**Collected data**
▼

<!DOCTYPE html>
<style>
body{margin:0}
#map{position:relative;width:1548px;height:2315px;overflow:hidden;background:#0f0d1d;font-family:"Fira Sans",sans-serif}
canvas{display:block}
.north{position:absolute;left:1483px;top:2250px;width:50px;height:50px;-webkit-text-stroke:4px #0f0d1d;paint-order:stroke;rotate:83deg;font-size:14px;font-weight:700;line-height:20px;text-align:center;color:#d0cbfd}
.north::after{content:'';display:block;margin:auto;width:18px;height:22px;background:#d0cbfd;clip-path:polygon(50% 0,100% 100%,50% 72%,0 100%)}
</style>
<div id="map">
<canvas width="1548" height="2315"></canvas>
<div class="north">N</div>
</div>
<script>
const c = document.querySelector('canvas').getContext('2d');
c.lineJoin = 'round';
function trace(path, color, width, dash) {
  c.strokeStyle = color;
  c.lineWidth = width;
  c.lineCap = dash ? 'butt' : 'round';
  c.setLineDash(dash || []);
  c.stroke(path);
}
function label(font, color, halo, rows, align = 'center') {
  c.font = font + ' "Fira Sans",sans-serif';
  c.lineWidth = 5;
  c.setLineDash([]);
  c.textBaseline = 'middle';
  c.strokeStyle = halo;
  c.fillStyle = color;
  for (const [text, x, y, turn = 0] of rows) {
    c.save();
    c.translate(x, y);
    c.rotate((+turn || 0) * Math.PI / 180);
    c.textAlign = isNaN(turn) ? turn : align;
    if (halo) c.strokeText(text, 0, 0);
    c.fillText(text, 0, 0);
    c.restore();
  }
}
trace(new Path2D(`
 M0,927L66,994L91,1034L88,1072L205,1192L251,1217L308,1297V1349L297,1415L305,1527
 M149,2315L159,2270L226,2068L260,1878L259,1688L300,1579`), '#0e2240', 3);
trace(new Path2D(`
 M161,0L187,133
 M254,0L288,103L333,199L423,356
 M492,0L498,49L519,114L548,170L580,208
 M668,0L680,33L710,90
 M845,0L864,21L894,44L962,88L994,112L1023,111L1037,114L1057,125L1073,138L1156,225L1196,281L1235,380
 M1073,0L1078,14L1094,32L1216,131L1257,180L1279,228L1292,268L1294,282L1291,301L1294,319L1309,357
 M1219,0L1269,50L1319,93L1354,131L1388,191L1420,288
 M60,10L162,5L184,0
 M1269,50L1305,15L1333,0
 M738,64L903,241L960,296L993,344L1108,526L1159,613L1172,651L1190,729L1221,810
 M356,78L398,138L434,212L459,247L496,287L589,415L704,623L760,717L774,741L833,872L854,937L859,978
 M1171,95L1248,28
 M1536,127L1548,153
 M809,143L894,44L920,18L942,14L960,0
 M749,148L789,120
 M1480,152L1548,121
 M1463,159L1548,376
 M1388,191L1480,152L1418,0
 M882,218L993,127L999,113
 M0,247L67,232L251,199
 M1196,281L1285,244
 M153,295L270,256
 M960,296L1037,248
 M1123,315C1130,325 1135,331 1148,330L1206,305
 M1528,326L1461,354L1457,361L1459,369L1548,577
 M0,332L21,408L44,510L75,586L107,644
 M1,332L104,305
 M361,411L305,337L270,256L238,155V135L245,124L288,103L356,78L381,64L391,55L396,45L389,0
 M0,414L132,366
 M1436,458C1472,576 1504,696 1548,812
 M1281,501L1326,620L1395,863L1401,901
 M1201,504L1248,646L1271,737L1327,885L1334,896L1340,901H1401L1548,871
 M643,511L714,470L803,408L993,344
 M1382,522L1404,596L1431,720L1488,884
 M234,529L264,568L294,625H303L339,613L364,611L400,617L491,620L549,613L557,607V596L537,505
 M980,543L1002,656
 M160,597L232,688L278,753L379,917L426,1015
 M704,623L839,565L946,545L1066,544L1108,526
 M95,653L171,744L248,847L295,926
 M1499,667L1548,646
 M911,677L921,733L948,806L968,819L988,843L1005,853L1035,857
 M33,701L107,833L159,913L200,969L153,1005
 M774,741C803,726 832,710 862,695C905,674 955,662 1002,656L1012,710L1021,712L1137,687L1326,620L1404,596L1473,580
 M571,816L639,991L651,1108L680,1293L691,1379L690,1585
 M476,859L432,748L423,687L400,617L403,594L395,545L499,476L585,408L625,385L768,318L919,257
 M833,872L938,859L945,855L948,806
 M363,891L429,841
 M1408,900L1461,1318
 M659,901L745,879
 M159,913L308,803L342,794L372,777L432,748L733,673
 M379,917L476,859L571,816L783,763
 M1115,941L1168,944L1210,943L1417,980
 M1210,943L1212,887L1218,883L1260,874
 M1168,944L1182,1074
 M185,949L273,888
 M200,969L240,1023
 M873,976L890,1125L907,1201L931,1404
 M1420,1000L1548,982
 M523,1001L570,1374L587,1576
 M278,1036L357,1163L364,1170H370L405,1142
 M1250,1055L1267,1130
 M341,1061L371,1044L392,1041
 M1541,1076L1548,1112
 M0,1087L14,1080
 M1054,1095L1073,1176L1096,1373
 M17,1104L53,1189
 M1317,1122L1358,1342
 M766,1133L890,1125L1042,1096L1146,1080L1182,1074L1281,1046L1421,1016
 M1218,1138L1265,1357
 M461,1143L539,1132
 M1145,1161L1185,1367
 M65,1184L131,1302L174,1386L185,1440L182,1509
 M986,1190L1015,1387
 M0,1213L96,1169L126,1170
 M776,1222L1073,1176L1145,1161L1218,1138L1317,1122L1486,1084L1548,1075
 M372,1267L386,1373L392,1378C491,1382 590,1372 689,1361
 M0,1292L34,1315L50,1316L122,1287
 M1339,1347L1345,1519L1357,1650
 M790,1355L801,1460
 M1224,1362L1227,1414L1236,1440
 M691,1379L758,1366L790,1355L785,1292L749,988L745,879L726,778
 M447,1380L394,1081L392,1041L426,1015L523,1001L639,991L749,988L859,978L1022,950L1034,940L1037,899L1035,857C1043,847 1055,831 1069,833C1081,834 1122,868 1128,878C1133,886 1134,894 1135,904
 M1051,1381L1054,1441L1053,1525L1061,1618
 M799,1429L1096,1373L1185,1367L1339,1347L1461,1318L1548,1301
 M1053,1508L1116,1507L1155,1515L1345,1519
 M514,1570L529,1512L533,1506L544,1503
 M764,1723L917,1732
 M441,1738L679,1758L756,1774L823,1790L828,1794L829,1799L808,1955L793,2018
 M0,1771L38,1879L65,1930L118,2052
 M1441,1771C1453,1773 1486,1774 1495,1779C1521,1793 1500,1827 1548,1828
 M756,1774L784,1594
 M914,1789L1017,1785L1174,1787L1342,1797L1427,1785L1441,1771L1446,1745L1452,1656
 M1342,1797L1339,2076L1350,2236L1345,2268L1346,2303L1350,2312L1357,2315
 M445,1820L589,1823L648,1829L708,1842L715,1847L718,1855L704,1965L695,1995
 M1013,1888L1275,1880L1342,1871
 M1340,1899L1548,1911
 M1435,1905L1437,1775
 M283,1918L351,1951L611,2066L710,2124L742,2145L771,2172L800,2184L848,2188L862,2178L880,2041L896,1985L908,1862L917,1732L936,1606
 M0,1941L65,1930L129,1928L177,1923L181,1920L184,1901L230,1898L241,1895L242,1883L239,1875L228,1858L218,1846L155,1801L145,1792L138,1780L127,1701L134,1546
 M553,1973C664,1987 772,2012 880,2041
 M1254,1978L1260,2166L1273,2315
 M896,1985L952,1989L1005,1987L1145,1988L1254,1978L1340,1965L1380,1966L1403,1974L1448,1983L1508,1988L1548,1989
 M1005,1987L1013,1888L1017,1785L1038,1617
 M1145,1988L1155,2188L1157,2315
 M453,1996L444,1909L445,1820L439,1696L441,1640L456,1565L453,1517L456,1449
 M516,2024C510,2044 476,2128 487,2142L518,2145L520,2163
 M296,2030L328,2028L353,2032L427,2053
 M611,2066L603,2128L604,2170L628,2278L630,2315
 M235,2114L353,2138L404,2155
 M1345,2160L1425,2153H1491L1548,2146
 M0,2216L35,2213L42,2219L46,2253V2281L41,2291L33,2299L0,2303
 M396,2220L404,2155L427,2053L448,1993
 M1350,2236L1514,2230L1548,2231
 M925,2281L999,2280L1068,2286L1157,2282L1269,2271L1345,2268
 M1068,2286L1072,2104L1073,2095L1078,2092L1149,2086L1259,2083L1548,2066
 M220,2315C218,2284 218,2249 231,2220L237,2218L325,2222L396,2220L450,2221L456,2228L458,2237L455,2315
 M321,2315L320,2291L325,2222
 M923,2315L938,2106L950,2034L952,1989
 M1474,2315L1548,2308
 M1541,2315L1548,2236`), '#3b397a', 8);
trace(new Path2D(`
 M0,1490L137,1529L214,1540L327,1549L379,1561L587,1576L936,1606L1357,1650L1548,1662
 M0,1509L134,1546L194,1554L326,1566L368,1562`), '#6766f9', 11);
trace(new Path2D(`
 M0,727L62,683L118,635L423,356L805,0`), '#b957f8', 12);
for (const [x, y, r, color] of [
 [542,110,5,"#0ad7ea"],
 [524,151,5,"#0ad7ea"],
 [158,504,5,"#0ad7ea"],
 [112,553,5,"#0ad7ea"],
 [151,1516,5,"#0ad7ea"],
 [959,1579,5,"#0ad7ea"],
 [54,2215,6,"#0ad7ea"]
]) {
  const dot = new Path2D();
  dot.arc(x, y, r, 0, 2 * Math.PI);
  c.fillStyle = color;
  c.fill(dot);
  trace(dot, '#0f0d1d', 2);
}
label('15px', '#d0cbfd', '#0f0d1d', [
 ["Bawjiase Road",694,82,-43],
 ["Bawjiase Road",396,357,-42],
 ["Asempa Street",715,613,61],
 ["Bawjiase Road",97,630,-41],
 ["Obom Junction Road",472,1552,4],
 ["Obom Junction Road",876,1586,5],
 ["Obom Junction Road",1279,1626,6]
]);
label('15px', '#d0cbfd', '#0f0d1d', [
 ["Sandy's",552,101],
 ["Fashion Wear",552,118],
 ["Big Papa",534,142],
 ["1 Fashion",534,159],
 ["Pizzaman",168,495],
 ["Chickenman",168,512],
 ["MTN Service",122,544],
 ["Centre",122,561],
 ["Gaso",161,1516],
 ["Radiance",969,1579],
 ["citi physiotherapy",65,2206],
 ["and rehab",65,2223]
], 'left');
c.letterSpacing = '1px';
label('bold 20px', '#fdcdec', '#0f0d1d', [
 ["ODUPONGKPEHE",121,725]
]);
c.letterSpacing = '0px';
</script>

▲

**Problem details**
Count up the lines in the records where the string "turn" appears. Your reply is that number alone.

**Answer space**
3